§ **How to complete this task**: Print the data exactly. Omit the pictures.

§ **Given records**:
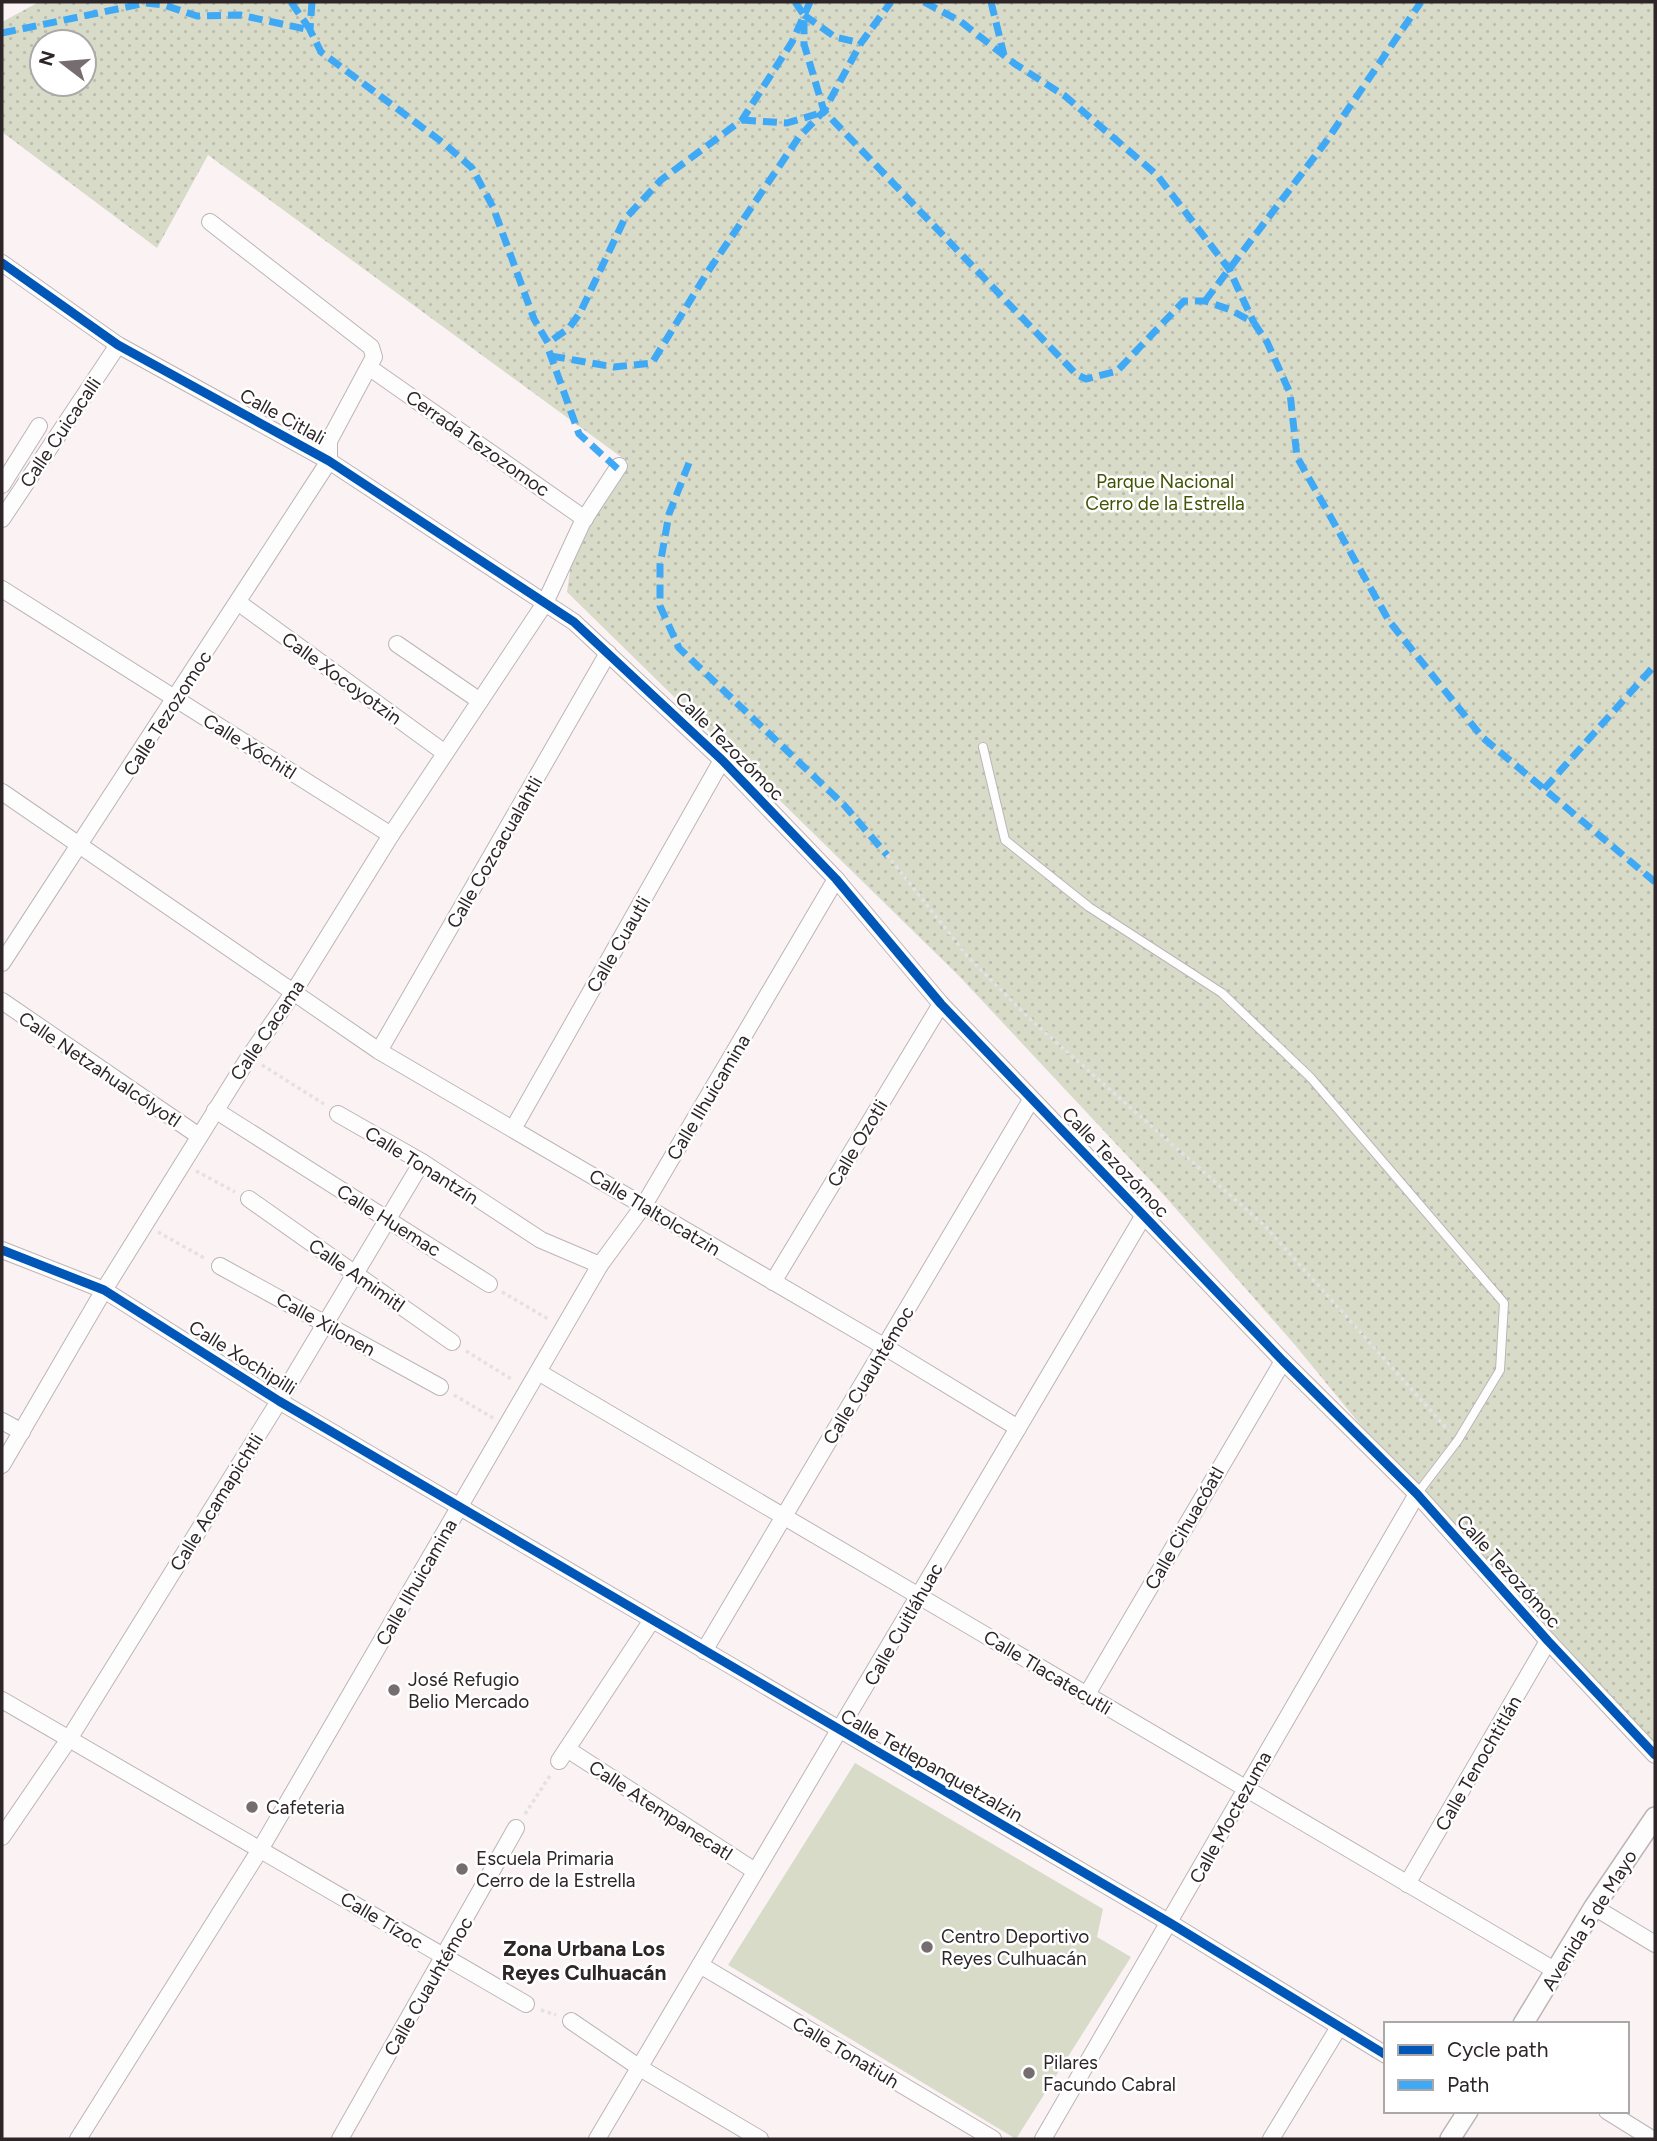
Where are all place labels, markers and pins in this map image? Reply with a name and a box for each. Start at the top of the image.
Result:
place label: José Refugio Belio Mercado [408,1668,529,1713]
marker: José Refugio Belio Mercado [386,1682,402,1698]
place label: Cafeteria [266,1796,345,1819]
marker: Cafeteria [244,1799,260,1815]
place label: Escuela Primaria Cerro de la Estrella [476,1847,636,1892]
marker: Escuela Primaria Cerro de la Estrella [454,1861,470,1877]
place label: Centro Deportivo Reyes Culhuacán [941,1925,1089,1970]
marker: Centro Deportivo Reyes Culhuacán [919,1939,935,1955]
place label: Pilares Facundo Cabral [1043,2051,1176,2096]
marker: Pilares Facundo Cabral [1021,2065,1037,2081]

§ **Task output**:
Where are all place labels, markers and pins in this map image? Reply with a name and a box for each. Start at the top of the image.
Result:
place label: José Refugio Belio Mercado [408,1668,529,1713]
marker: José Refugio Belio Mercado [386,1682,402,1698]
place label: Cafeteria [266,1796,345,1819]
marker: Cafeteria [244,1799,260,1815]
place label: Escuela Primaria Cerro de la Estrella [476,1847,636,1892]
marker: Escuela Primaria Cerro de la Estrella [454,1861,470,1877]
place label: Centro Deportivo Reyes Culhuacán [941,1925,1089,1970]
marker: Centro Deportivo Reyes Culhuacán [919,1939,935,1955]
place label: Pilares Facundo Cabral [1043,2051,1176,2096]
marker: Pilares Facundo Cabral [1021,2065,1037,2081]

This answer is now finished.